Wednesday, February 9, 2011

Afghanistan Reconstruction Effort Will Have to Step Aside

Reconstruction can’t go on forever.

The reconstruction effort in Afghanistan has been a frustrating process, plagued by sabotage, corruption, and the ever-present threat of violence by the criminal gangs that used to run the country. It has been carried on this long only because it is so important. The essential functions of a nation can’t be carried out without the technology to tie things together, starting with things as basic as roads.

But the reconstruction will have to stop soon whether it is finished or not, a point President Hamid Karzai made yesterday. If foreign reconstruction teams are the focal points of stability and progress in Afghanistan for years to come, Afghanistan will not resemble a nation so much as a set of colonies squabbling with each other.

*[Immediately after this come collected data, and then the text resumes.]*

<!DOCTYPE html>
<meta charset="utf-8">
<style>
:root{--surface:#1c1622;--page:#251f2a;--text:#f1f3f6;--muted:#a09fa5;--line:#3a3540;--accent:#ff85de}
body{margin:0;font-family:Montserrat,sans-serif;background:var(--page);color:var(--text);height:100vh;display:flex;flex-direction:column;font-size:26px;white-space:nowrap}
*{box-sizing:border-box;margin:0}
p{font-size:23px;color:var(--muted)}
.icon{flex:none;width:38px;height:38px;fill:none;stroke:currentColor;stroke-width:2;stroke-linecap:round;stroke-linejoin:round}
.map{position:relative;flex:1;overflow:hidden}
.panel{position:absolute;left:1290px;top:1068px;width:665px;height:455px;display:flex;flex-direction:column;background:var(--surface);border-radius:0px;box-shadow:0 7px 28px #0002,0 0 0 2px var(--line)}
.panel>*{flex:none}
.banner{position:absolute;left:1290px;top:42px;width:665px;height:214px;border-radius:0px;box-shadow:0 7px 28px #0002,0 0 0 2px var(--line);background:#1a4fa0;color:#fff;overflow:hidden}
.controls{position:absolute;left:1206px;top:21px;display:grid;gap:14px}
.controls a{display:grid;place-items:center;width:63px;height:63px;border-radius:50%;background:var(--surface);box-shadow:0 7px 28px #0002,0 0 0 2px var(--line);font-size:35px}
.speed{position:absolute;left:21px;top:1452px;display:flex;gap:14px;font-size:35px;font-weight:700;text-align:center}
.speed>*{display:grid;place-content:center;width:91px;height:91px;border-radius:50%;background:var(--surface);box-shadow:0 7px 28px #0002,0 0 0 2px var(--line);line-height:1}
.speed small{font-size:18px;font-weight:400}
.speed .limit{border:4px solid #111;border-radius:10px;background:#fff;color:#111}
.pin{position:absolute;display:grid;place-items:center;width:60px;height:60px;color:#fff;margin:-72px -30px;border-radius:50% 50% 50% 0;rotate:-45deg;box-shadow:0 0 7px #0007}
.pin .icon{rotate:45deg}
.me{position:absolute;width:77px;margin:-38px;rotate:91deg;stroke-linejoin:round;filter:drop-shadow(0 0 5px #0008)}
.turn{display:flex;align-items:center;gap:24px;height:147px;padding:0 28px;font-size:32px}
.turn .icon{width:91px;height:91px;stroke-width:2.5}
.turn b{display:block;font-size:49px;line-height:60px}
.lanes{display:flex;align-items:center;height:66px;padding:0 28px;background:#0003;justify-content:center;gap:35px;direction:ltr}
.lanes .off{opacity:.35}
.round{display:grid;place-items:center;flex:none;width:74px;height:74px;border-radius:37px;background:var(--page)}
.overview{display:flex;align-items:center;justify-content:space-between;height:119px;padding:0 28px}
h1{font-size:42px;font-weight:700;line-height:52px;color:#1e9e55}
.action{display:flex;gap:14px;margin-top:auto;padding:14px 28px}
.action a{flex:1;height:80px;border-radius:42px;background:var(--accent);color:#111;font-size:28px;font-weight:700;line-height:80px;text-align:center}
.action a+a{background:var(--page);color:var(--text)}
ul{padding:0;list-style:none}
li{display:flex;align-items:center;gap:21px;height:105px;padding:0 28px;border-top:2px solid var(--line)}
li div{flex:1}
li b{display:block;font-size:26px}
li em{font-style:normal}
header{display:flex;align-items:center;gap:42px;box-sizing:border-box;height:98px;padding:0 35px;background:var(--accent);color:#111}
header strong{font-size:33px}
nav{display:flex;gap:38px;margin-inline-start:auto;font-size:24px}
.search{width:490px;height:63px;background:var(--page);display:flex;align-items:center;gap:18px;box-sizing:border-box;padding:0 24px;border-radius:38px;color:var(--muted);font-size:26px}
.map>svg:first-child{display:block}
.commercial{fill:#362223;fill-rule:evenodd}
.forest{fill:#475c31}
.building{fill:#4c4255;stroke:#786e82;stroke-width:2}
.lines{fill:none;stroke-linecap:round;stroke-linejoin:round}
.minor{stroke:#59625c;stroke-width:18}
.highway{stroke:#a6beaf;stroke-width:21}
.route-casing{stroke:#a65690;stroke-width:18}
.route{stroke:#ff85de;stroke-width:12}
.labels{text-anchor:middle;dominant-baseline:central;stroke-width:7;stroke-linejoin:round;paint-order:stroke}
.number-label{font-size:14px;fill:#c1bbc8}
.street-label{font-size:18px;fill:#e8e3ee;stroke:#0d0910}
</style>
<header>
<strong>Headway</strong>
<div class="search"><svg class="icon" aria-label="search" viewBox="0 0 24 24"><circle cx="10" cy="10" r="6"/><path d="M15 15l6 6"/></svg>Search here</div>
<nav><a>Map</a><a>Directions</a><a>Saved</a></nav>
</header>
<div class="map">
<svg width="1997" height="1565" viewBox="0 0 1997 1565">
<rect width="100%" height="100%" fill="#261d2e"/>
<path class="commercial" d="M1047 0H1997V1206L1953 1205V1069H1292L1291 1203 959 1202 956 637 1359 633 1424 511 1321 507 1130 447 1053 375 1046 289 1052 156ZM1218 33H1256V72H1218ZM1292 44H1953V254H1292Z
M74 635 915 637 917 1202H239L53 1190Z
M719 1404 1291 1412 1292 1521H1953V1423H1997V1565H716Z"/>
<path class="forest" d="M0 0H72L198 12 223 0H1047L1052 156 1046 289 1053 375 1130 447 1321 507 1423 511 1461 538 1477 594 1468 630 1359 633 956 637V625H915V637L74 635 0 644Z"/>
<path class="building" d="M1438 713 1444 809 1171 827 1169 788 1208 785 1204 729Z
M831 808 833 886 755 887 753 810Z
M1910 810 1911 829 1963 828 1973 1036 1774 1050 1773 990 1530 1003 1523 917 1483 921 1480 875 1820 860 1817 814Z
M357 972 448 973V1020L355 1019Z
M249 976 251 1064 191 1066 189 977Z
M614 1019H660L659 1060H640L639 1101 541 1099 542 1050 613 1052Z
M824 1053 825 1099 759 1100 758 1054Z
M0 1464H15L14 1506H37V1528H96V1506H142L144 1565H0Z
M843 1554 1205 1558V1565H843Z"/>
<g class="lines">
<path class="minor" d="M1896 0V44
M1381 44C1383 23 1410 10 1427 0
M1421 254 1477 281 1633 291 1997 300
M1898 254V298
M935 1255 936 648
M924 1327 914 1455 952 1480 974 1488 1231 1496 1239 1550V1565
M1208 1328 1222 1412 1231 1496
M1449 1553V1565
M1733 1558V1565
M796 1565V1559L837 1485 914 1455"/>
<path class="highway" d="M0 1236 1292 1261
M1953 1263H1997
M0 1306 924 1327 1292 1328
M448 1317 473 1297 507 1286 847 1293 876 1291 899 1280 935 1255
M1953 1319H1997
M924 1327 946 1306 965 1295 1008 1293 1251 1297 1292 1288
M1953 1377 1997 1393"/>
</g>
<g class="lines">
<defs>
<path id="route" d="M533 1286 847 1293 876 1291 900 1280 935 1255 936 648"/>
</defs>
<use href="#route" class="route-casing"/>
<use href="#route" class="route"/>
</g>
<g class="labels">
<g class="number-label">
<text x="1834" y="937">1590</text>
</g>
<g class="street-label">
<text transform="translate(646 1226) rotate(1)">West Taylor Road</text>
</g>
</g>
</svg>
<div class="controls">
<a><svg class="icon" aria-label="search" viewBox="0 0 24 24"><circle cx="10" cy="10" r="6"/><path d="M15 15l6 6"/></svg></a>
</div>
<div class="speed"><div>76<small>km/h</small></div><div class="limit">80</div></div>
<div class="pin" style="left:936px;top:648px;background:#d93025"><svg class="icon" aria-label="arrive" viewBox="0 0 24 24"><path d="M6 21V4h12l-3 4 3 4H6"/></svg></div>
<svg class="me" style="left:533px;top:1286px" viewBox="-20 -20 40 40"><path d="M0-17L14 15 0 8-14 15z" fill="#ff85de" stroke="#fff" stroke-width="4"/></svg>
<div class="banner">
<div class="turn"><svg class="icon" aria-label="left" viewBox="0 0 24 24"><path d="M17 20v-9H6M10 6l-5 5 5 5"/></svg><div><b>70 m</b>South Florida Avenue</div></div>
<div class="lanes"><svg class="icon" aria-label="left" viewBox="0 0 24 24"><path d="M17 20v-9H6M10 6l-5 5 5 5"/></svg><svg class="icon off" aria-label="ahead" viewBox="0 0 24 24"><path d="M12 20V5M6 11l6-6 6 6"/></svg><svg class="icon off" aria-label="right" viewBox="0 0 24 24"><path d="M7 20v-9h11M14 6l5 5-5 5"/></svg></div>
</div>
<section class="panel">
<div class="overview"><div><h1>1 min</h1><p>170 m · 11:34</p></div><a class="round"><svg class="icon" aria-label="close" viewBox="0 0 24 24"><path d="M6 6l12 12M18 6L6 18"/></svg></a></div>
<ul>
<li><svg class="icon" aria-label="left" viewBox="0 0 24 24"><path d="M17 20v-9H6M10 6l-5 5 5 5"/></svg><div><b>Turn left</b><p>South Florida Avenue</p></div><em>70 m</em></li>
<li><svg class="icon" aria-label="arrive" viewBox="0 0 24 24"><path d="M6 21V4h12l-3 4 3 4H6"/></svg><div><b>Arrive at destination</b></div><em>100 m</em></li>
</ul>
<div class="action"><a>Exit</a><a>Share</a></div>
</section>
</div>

The best hope for stability, peace, and freedom in Afghanistan is if the people get together in Kabul and decide what to do.

It could be said that the government in Afghanistan doesn’t have the resources to carry out its mission very well at this point. Yet the North American and European countries that have provided most of the firepower in Afghanistan probably do not have the resources to keep troops there for another five years either. So there is little choice but to begin handing the country over to the government security forces that, for the most part, do not exist yet. The government may not be in a position to maintain its own roads yet either, but it will have to attempt that too, and there is every reason to hope that it will be successful in the end.